But rage apart, realistically, there is little else India can do but take back its case to the global community and begin aggressive diplomacy all over again. Keeping a military option open on the table may be strategically necessary for the government to leverage international intervention. However, two months on — and on the eve of a national election — few believe this is either a practical or desirable option. Even the once much speculated about option of ‘surgical strikes’, now officially endorsed by the BJP, is privately dismissed by practitioners in the military. Precision strikes work only if they retain the element of surprise, they argue. In other words, the window of opportunity for this was limited to the first 24 hours after the attacks. But more importantly, they ask what it would achieve. If the aim is to strike at the root of terrorism, how would air strikes on camps — that can be brought down and re-located — change anything at all? Would it really make India any safer? War, quite frankly, is just not an option and we should accept that. To that end, India’s attempt to walk the diplomatic route was indisputably an example of maturity and restraint. But in the last weeks, has the frustration of not getting results made us trip over ourselves?
First, we sounded a bit confused about whether we were open to the accused being tried in Pakistan. Our official demand is that the masterminds of Mumbai must be handed over. Privately, the government knows this will never happen. The gap between rhetoric and realism began to manifest itself in public contradictions. Then began the confusion about whether Islamabad had made any response to the Indian dossier. No, nothing, said the Foreign and Home Ministries. Yes, they have asked us for clarifications and questions, said the National Security Advisor. Was the controversy just one of semantics to be blamed on the media? Or was the government sounding like it was speaking in multiple voices?
And finally, while strategic analysts even in Pakistan will admit that groups like the Lashkar are “clients and creations” of the country’s ISI, is it in our interest to go official with this accusation? The Prime Minister first alluded to the role of “some official agencies” and now India has categorically named the ISI. From a purely tactical point of view, will this help us? Of course it is true, but it also immediately raises the burden of expectation from the government. In other words, once the government blames a wing of the Pakistan government for being involved in the attacks, how does it justify doing business with the same government? Does it leave any wiggle room for manoeuvrability once State actors are officially blamed? What meaning can the anti-terror joint mechanism possibly have in the circumstances?
Perhaps the statements were an expression of an entirely understandable impatience. But how does India proceed against a country when even international think tanks like RAND Corporation argue that Zardari’s government “is either unwilling to comprehensively shut down” groups like the Lashkar “or, more likely, is seriously constrained from doing so by the military and intelligence agencies”.

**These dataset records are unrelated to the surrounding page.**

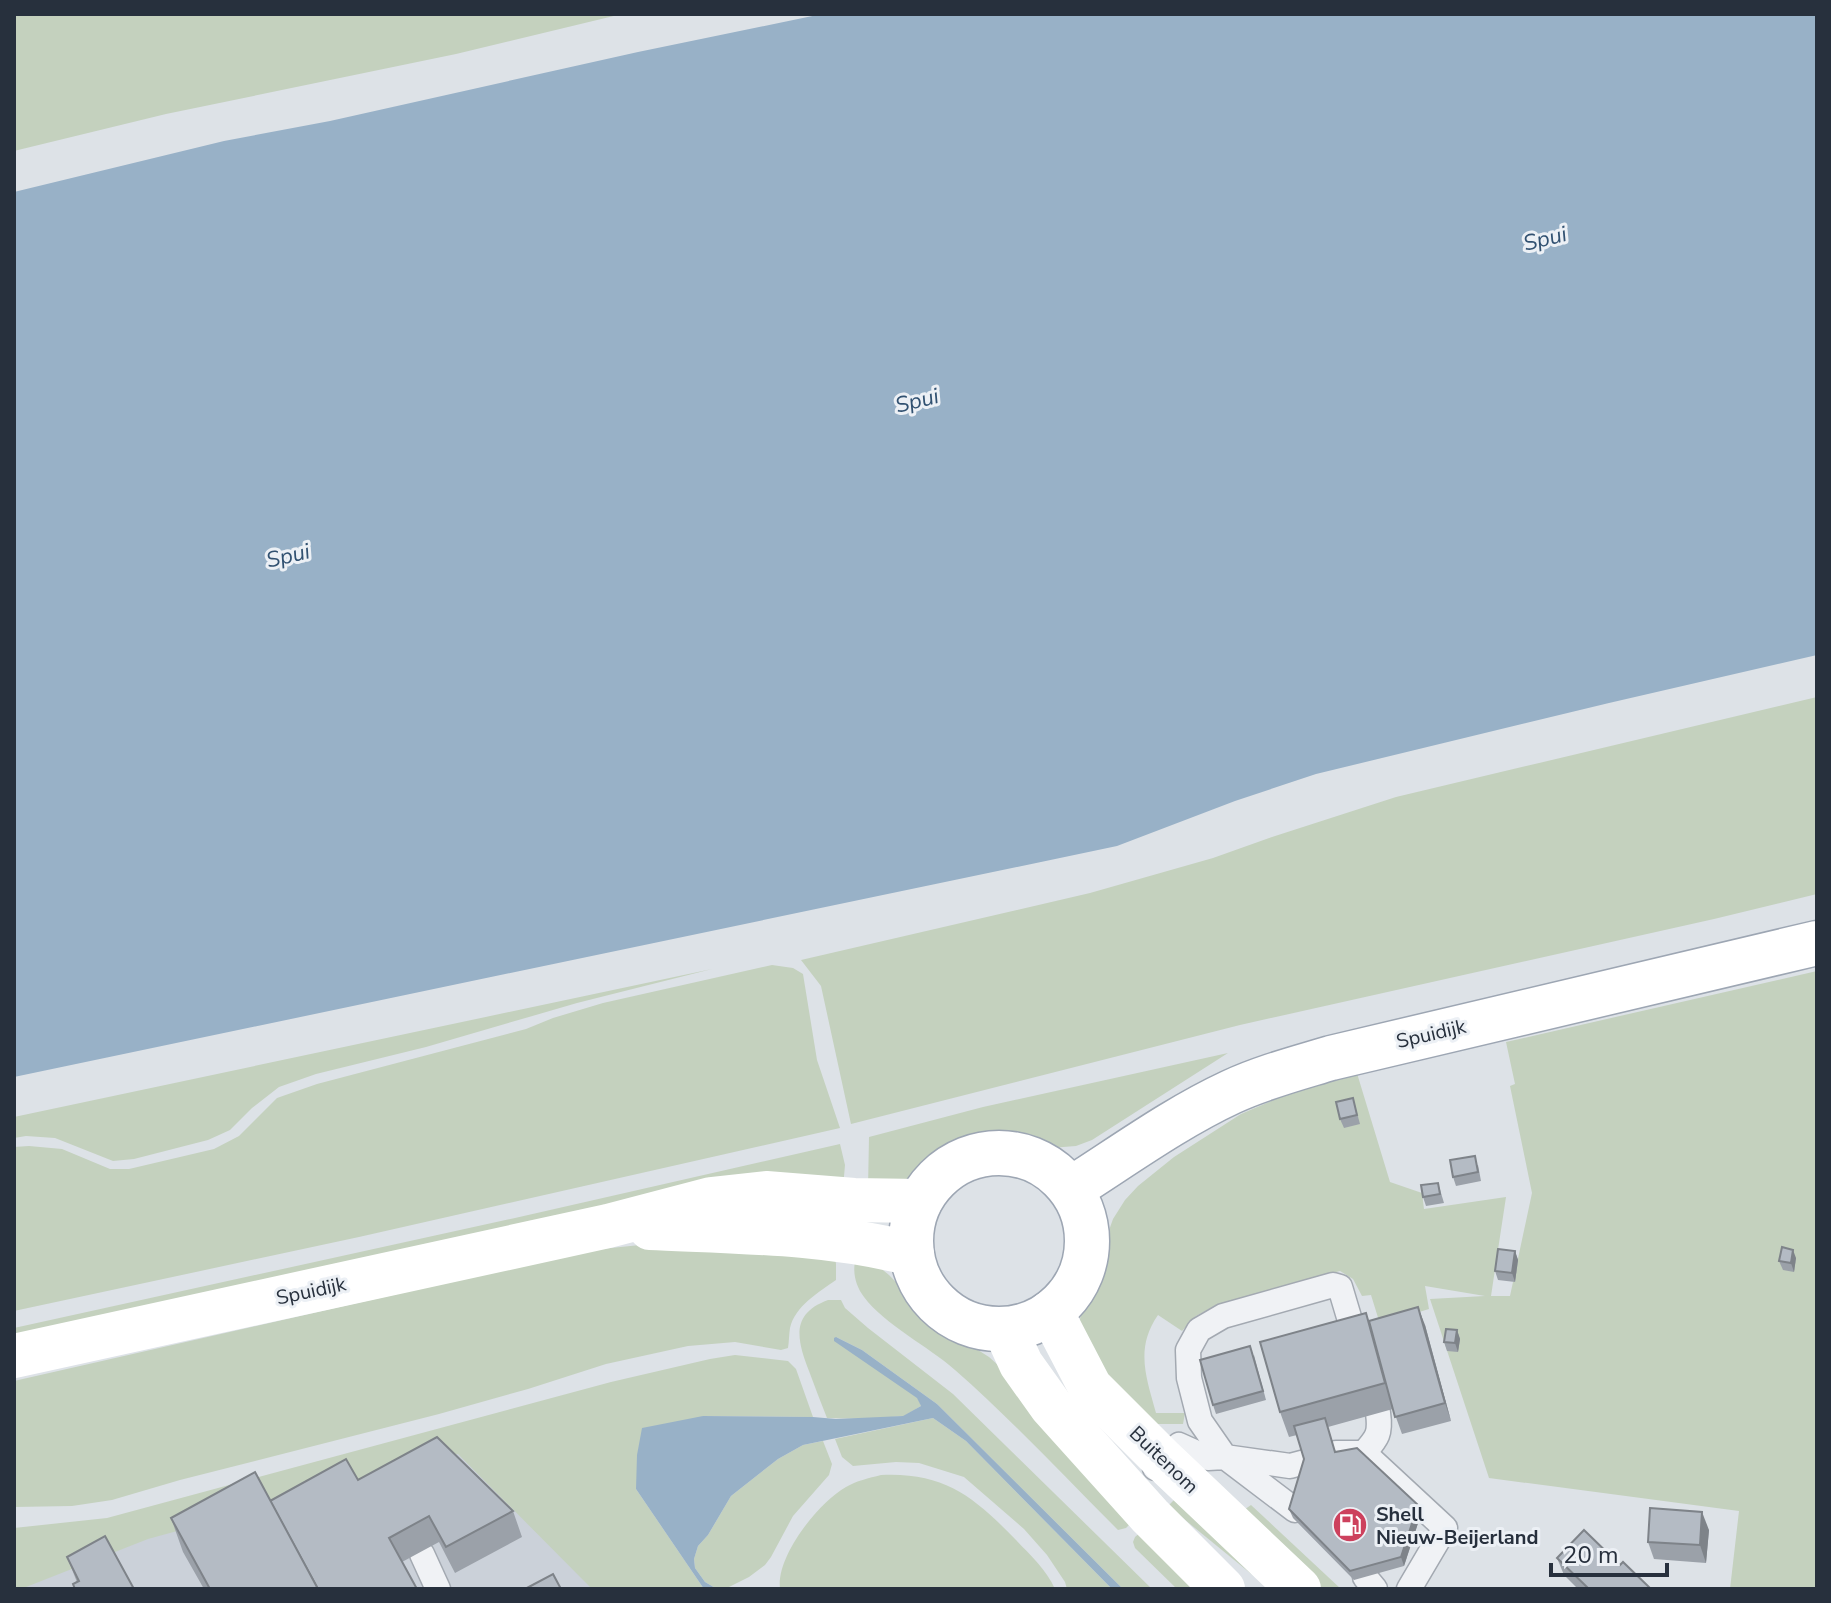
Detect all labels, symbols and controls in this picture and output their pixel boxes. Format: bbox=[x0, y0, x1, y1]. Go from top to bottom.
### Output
water label: Spui bbox=[1520, 219, 1571, 259]
water label: Spui bbox=[892, 381, 943, 421]
water label: Spui bbox=[263, 536, 314, 576]
street label: Spuidijk bbox=[1393, 1013, 1470, 1055]
street label: Spuidijk bbox=[274, 1270, 349, 1312]
street label: Buitenom bbox=[1123, 1420, 1205, 1500]
place label: Shell Nieuw-Beijerland bbox=[1376, 1501, 1538, 1551]
fuel station icon: Shell Nieuw-Beijerland bbox=[1331, 1506, 1369, 1544]
scale bar bbox=[1551, 1527, 1667, 1577]
text: 20 m bbox=[1563, 1539, 1619, 1571]

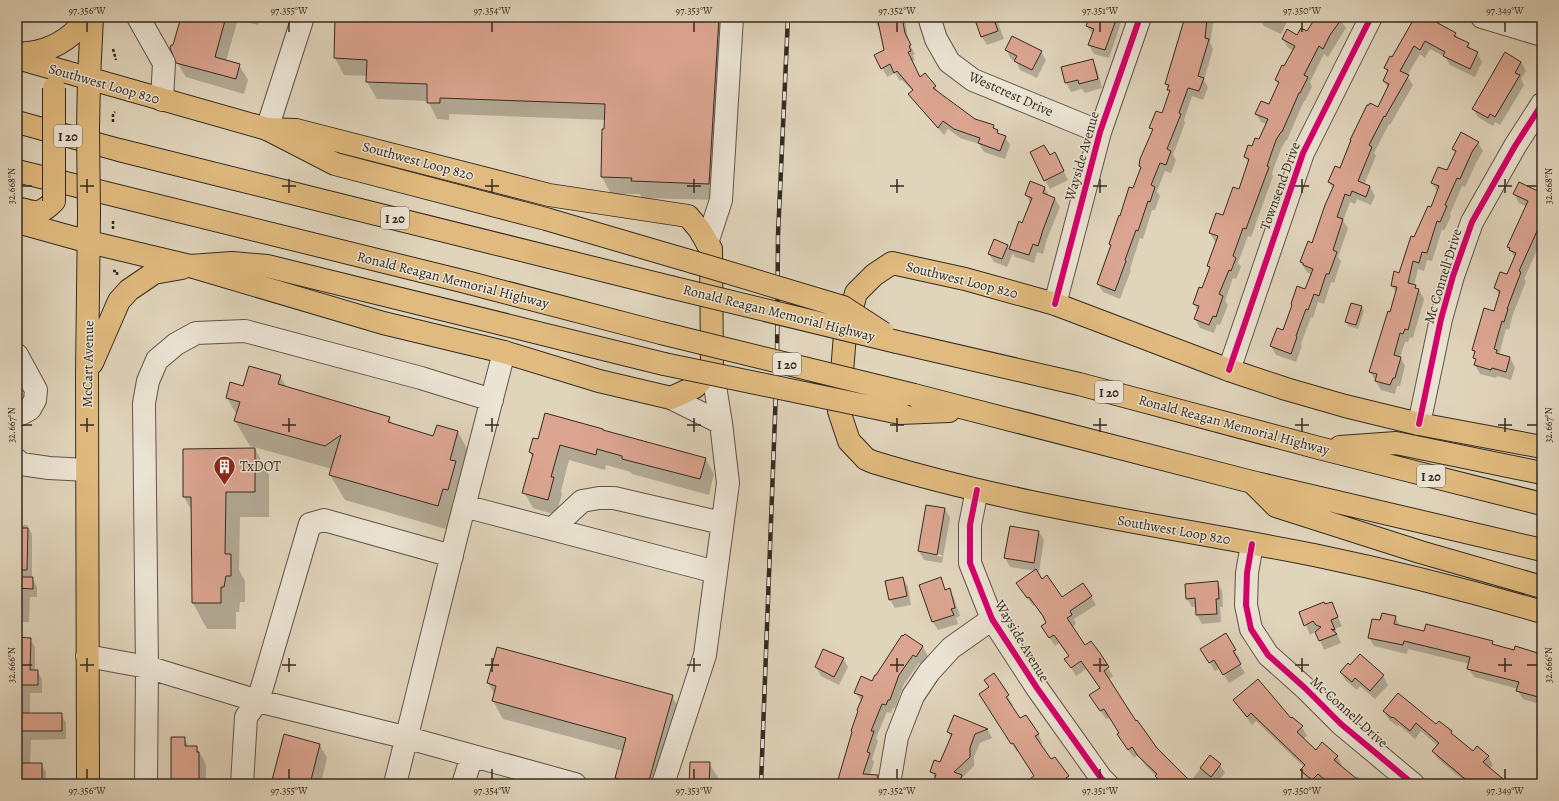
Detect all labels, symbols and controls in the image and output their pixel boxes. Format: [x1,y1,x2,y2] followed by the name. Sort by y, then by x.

Today, like never before, Pakistan’s internal turmoil could devour it in a swift moment of self-destruction. As this column
goes to print, A.Q. Khan, who — depending on your point of view, is the father of Pakistan’s nuclear programme or the man who sold secrets to Iran, Libya and North Korea — has been released by the courts. In another corner, the ‘United Jehad Council’ has warned Islamabad that the Kashmir battle could change course to Islamabad, Peshawar or Lahore. Pakistan is being pulled in a million different directions that could erupt in its implosion. And this is India’s dilemma.
We need a safe and stable Pakistan. But we also need visible justice. And so far, neither can be guaranteed.